**What is being asked**
Each line from the one containing "Read the map" through the end of the records below must be repeated exactly, and no other line.

**Data for this task**
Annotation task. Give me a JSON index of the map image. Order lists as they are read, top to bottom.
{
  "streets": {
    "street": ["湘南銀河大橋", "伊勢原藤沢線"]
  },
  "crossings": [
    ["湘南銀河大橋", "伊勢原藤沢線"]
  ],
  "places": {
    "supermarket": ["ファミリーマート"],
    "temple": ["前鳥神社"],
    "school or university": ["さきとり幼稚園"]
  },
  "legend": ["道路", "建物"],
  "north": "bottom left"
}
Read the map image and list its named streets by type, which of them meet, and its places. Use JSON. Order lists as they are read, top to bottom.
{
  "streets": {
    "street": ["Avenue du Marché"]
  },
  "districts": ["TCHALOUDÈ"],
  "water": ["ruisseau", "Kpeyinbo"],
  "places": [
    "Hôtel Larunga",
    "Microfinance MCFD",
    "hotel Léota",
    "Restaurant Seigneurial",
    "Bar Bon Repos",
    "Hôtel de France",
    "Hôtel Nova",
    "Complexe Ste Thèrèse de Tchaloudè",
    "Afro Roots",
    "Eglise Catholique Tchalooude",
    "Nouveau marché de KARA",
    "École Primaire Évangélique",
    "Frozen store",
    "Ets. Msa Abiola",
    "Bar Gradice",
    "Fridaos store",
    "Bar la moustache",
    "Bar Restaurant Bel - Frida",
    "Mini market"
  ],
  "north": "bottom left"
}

**The answer**
Read the map image and list its named streets by type, which of them meet, and its places. Use JSON. Order lists as they are read, top to bottom.
{
  "streets": {
    "street": ["Avenue du Marché"]
  },
  "districts": ["TCHALOUDÈ"],
  "water": ["ruisseau", "Kpeyinbo"],
  "places": [
    "Hôtel Larunga",
    "Microfinance MCFD",
    "hotel Léota",
    "Restaurant Seigneurial",
    "Bar Bon Repos",
    "Hôtel de France",
    "Hôtel Nova",
    "Complexe Ste Thèrèse de Tchaloudè",
    "Afro Roots",
    "Eglise Catholique Tchalooude",
    "Nouveau marché de KARA",
    "École Primaire Évangélique",
    "Frozen store",
    "Ets. Msa Abiola",
    "Bar Gradice",
    "Fridaos store",
    "Bar la moustache",
    "Bar Restaurant Bel - Frida",
    "Mini market"
  ],
  "north": "bottom left"
}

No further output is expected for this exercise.